Debian release 3.6.1p2-2.

author: Colin Watson <cjwatson@debian.org> 2003-09-01 19:14:16 +0000
committer: Colin Watson <cjwatson@debian.org> 2003-09-01 19:14:16 +0000
commit: 5e7b8cb37dbb1025c08b0ce4193b820dc1e66337 (patch)
tree: d297019b0baf31e0d3833b4abc7a5653e5df3f74 /debian/templates.master
parent: 4a4400f027c87b8b8182ecad3e821c0a0db49df0 (diff)

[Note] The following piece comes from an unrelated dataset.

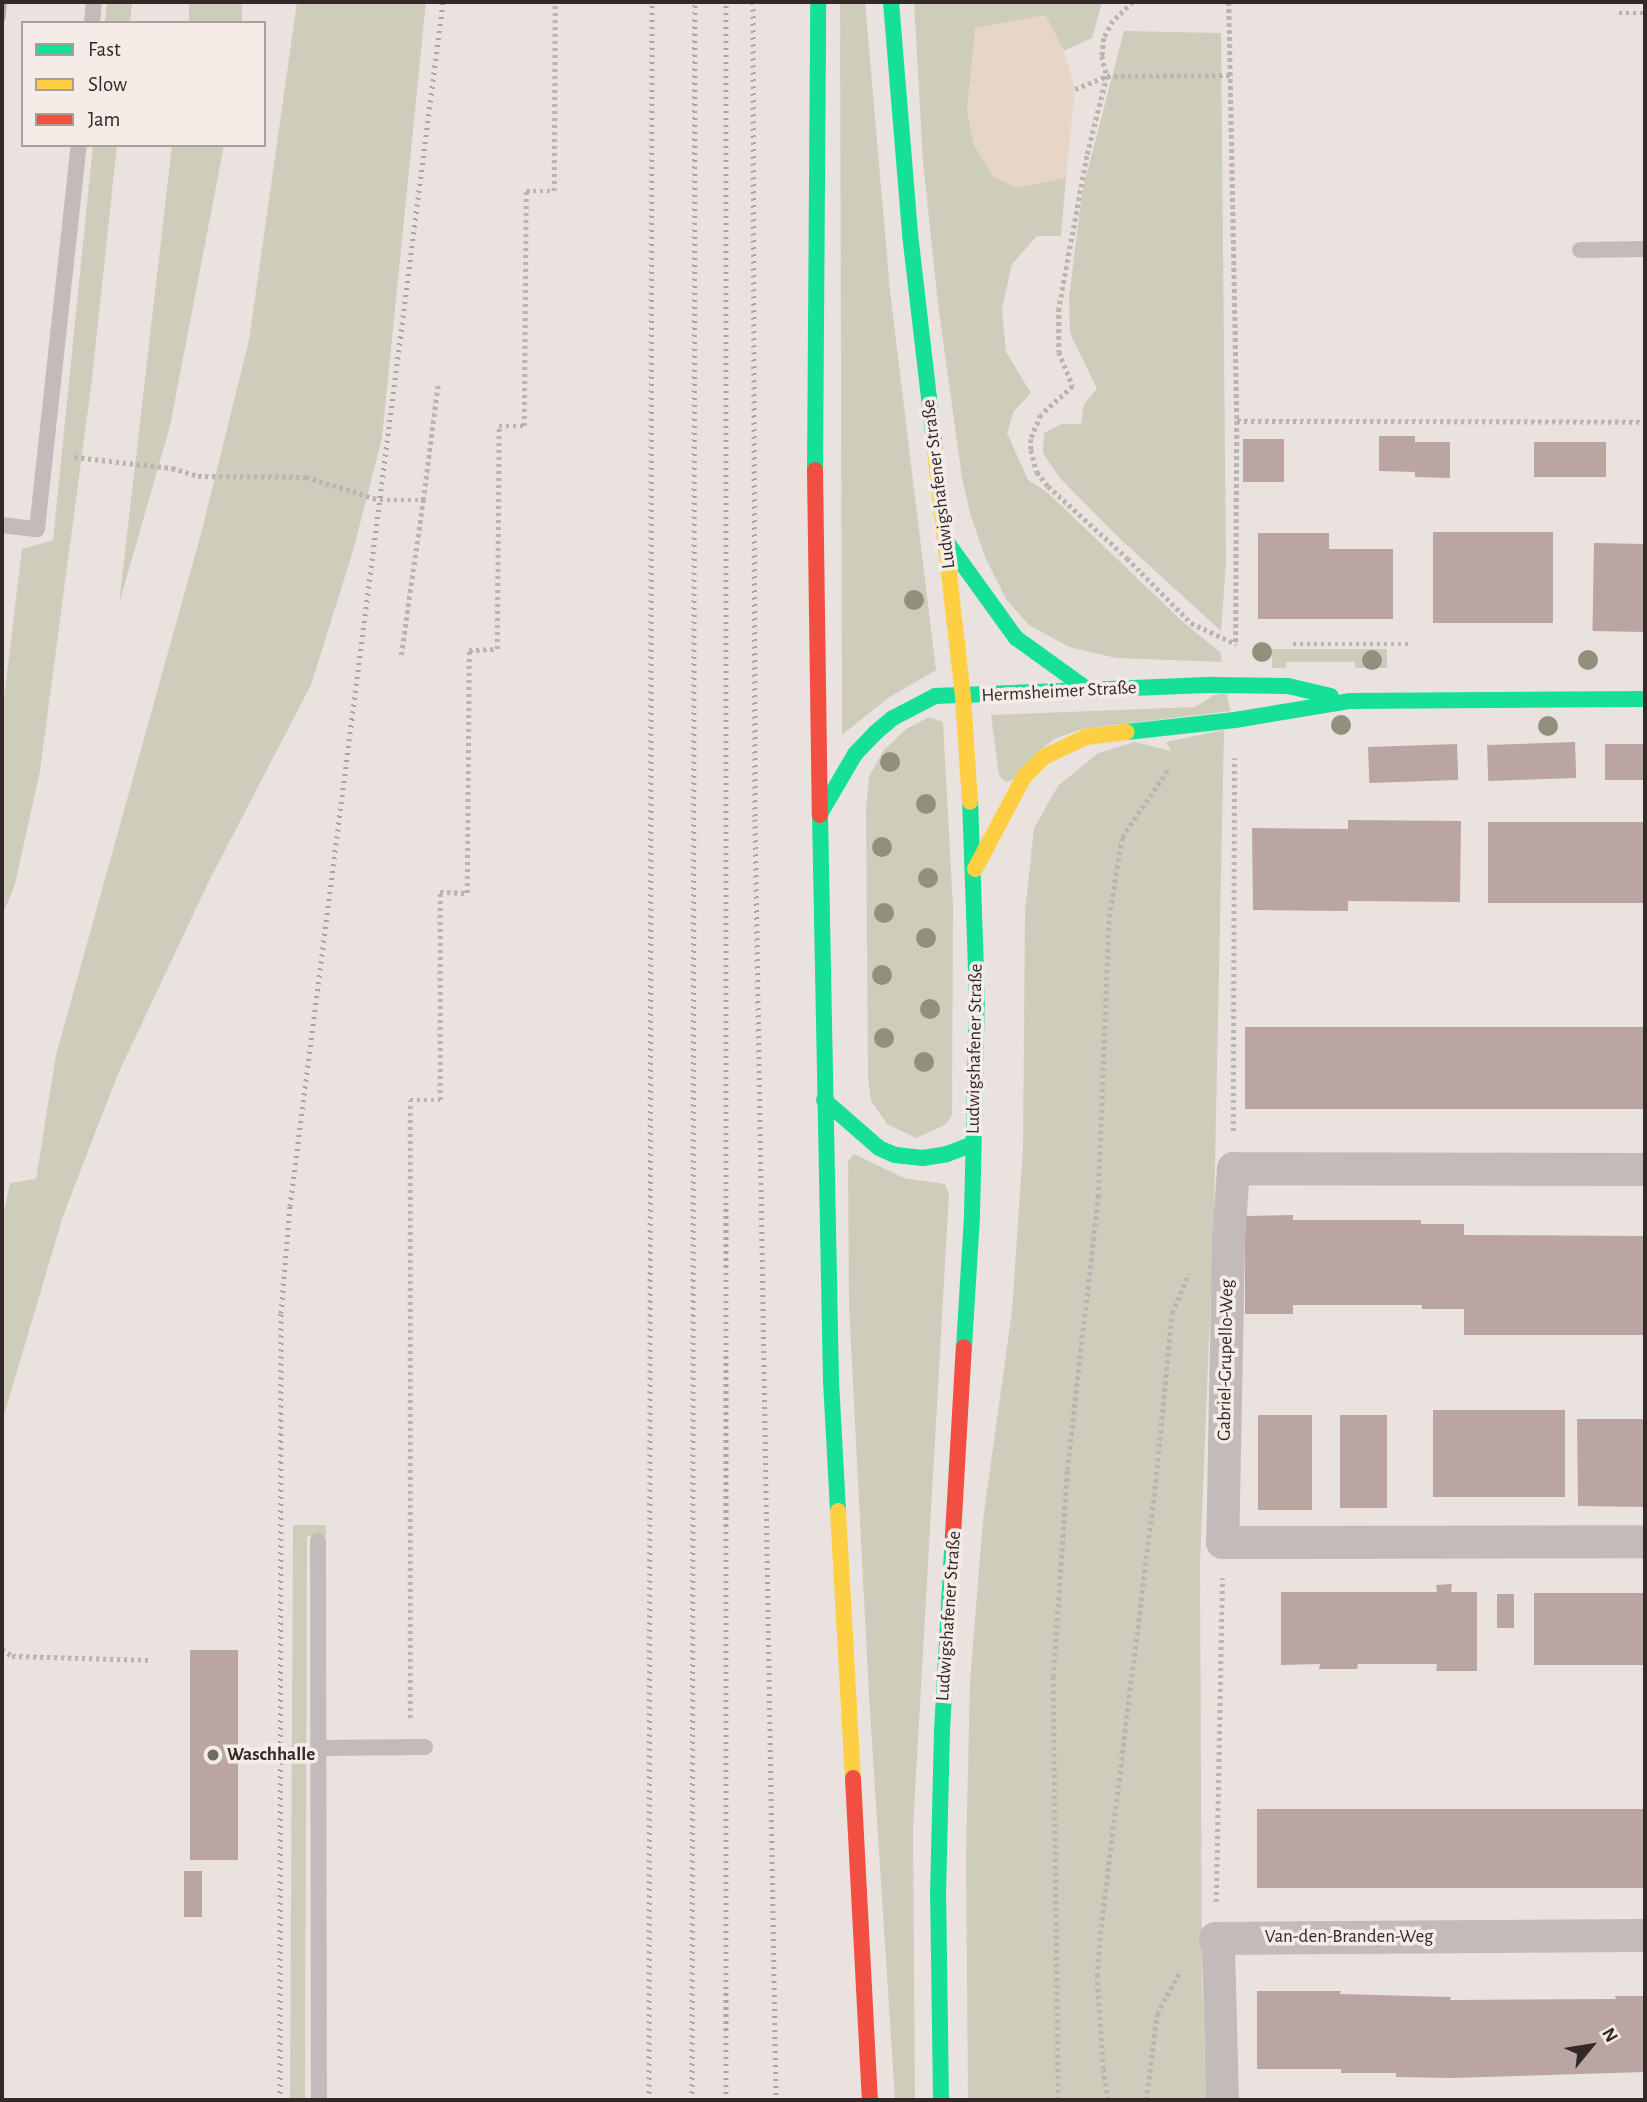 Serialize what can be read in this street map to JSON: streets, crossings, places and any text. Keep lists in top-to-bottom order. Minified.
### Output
{"streets":{"main road":["Ludwigshafener Straße","Hermsheimer Straße"],"street":["Gabriel-Grupello-Weg","Van-den-Branden-Weg"]},"crossings":[["Ludwigshafener Straße","Hermsheimer Straße"]],"places":["Waschhalle"],"legend":["Fast","Slow","Jam"],"north":"top right"}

1 files changed, 162 insertions, 0 deletions
diff --git a/debian/templates.master b/debian/templates.master
new file mode 100644
index 000000000..3f0ccd079
--- /dev/null
+++ b/debian/templates.master
@@ -0,0 +1,162 @@
+Template: ssh/privsep_tell
+Type: note
+_Description: Privilege separation
+ This version of OpenSSH contains the new privilege separation option. This
+ significantly reduces the quantity of code that runs as root, and
+ therefore reduces the impact of security holes in sshd.
+ .
+ Unfortunately, privilege separation interacts badly with PAM. Any PAM
+ session modules that need to run as root (pam_mkhomedir, for example) will
+ fail, and PAM keyboard-interactive authentication won't work.
+ .
+ Privilege separation is turned on by default, so if you decide you want it
+ turned off, you need to add "UsePrivilegeSeparation no" to
+ /etc/ssh/sshd_config.
+ .
+ NB! If you are running a 2.0 series Linux kernel, then privilege
+ separation will not work at all, and your sshd will fail to start unless
+ you explicitly turn privilege separation off.

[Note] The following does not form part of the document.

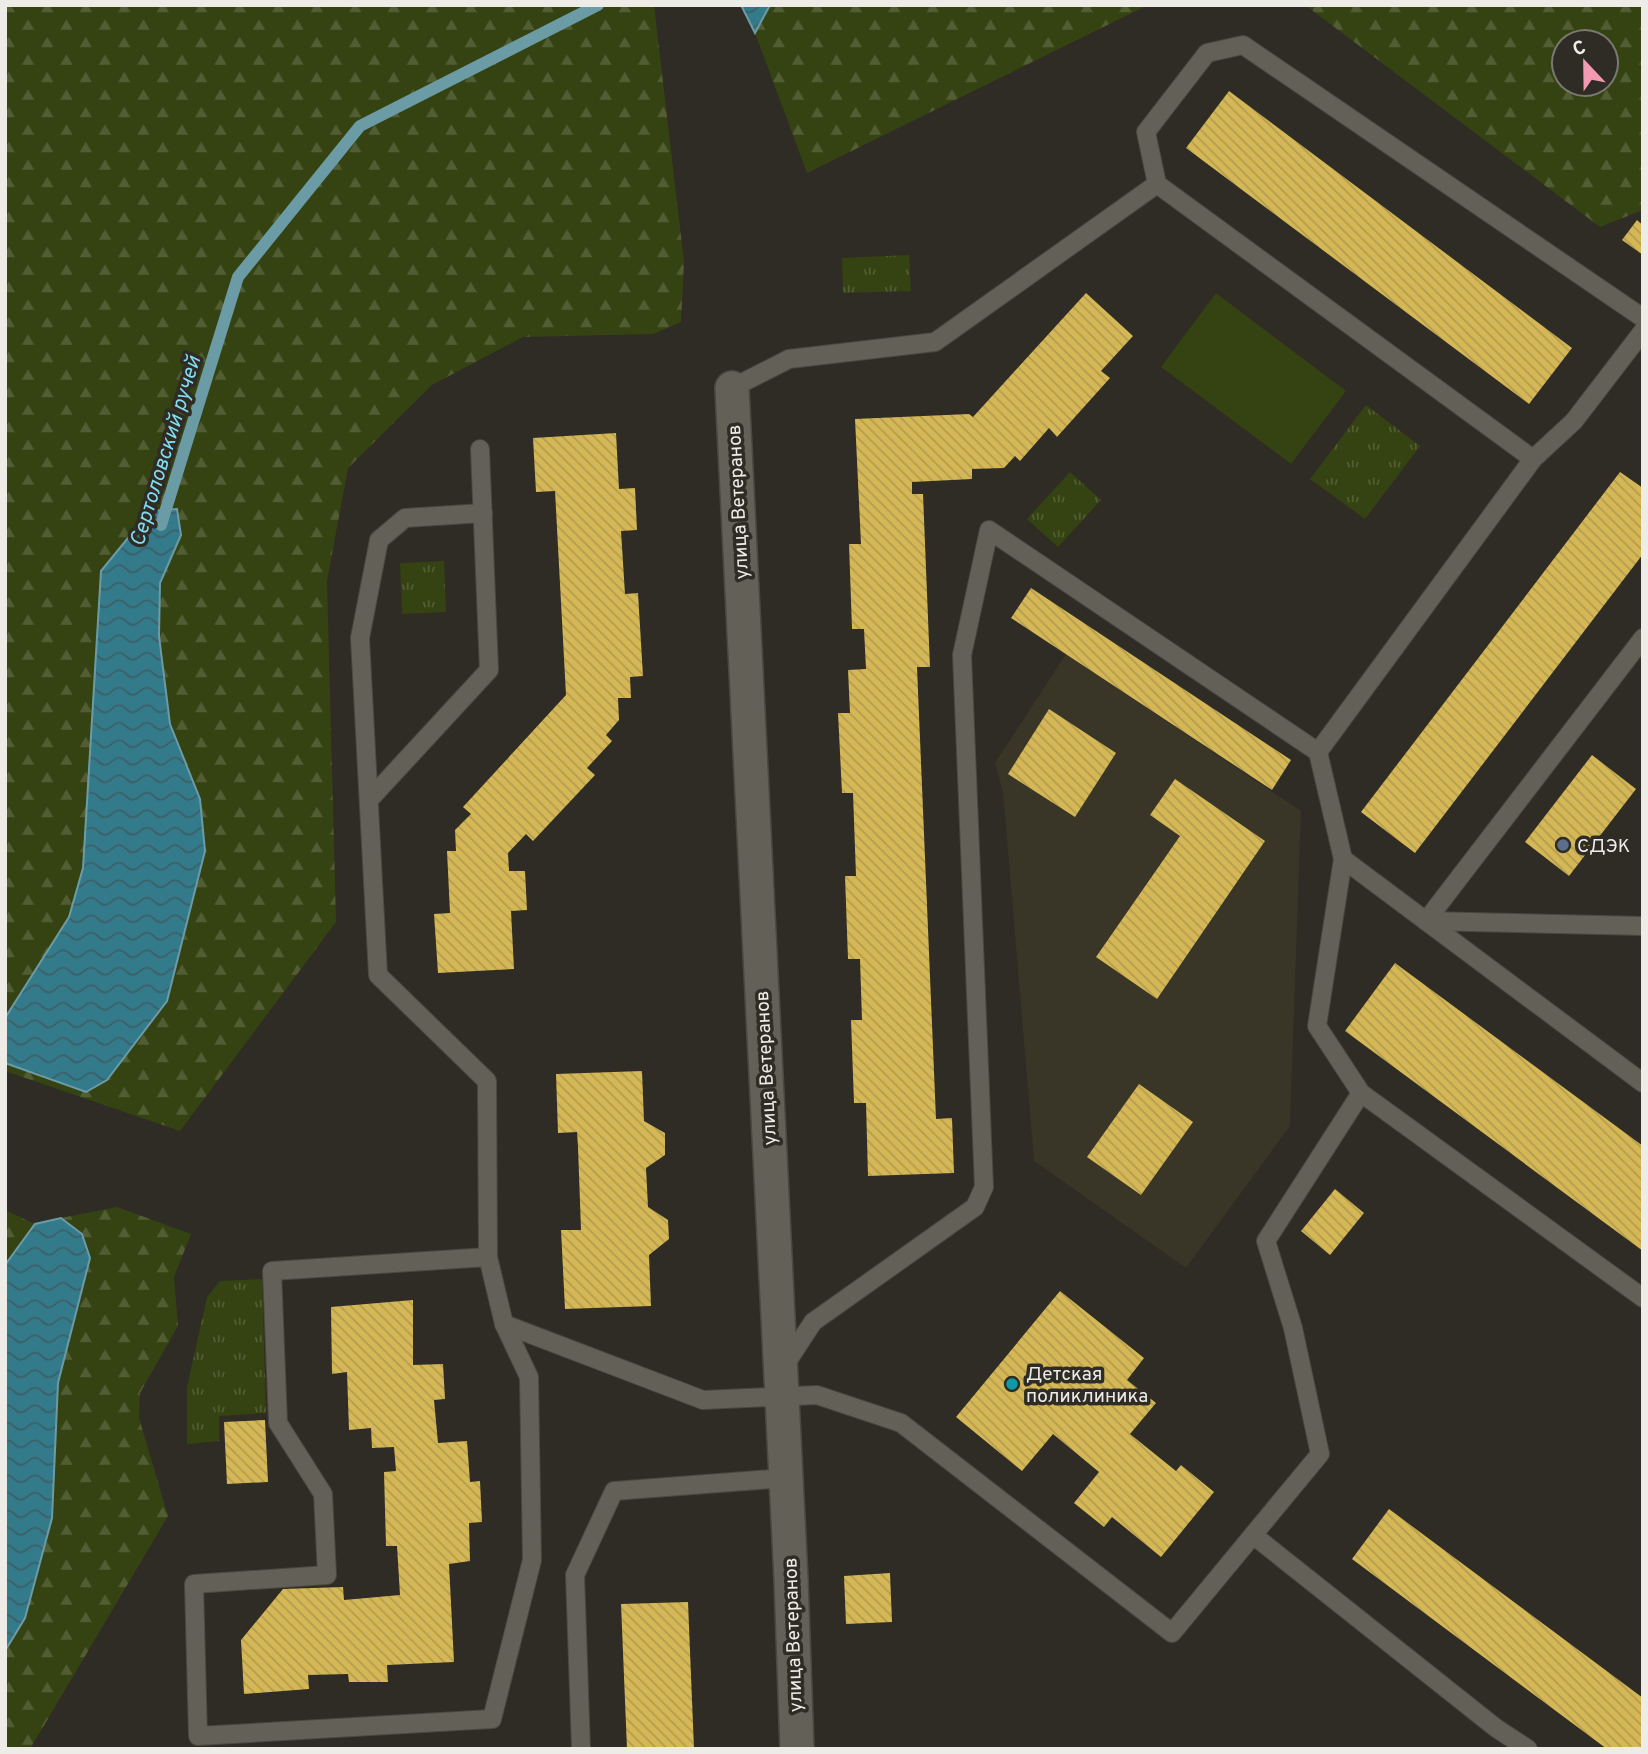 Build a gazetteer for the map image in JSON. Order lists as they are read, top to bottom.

+Template: ssh/privsep_ask
+Type: boolean
+Default: true
+_Description: Enable Privilege separation
+ This version of OpenSSH contains the new privilege separation option. This
+ significantly reduces the quantity of code that runs as root, and
+ therefore reduces the impact of security holes in sshd.
+ .
+ Unfortunately, privilege separation interacts badly with PAM. Any PAM
+ session modules that need to run as root (pam_mkhomedir, for example) will
+ fail, and PAM keyboard-interactive authentication won't work.
+ .
+ Since you've opted to have me generate an sshd_config file for you, you
+ can choose whether or not to have Privilege Separation turned on or not.

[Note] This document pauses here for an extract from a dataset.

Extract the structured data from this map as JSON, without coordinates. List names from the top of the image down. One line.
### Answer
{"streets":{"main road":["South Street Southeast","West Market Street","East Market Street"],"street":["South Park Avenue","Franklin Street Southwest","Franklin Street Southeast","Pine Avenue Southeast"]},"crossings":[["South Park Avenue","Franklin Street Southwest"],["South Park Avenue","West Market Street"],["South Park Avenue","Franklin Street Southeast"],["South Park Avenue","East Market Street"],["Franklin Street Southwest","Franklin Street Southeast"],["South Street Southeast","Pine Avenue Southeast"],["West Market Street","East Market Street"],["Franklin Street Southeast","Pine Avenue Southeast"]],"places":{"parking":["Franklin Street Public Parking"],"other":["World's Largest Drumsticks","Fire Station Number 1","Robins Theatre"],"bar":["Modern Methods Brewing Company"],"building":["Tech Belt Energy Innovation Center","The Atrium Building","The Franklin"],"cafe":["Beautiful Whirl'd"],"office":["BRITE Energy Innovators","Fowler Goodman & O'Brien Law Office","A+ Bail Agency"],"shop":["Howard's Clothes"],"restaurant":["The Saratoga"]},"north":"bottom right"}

+ Unless you are running 2.0 (in which case you *must* say no here or your
+ sshd won't start at all) or know you need to use PAM features that won't
+ work with this option, you should say yes here.
+Template: ssh/new_config
+Type: boolean
+Default: true
+_Description: Generate new configuration file
+ This version of OpenSSH has a considerably changed configuration file from
+ the version shipped in Debian 'Potato', which you appear to be upgrading
+ from. I can now generate you a new configuration file
+ (/etc/ssh/sshd.config), which will work with the new server version, but
+ will not contain any customisations you made with the old version.
+ .
+ Please note that this new configuration file will set the value of
+ 'PermitRootLogin' to yes (meaning that anyone knowing the root password
+ can ssh directly in as root). It is the opinion of the maintainer that
+ this is the correct default (see README.Debian for more details), but you
+ can always edit sshd_config and set it to no if you wish.
+ .
+ It is strongly recommended that you let me generate a new configuration
+ file for you.
+Template: ssh/protocol2_only
+Type: boolean
+Default: true
+_Description: Allow SSH protocol 2 only
+ This version of OpenSSH supports version 2 of the ssh protocol, which is
+ much more secure.  Disabling ssh 1 is encouraged, however this will slow
+ things down on low end machines and might prevent older clients from
+ connecting (the ssh client shipped with "potato" is affected).
+ .
+ Also please note that keys used for protocol 1 are different so you will
+ not be able to use them if you only allow protocol 2 connections.
+ .
+ If you later change your mind about this setting, README.Debian has
+ instructions on what to do to your sshd_config file.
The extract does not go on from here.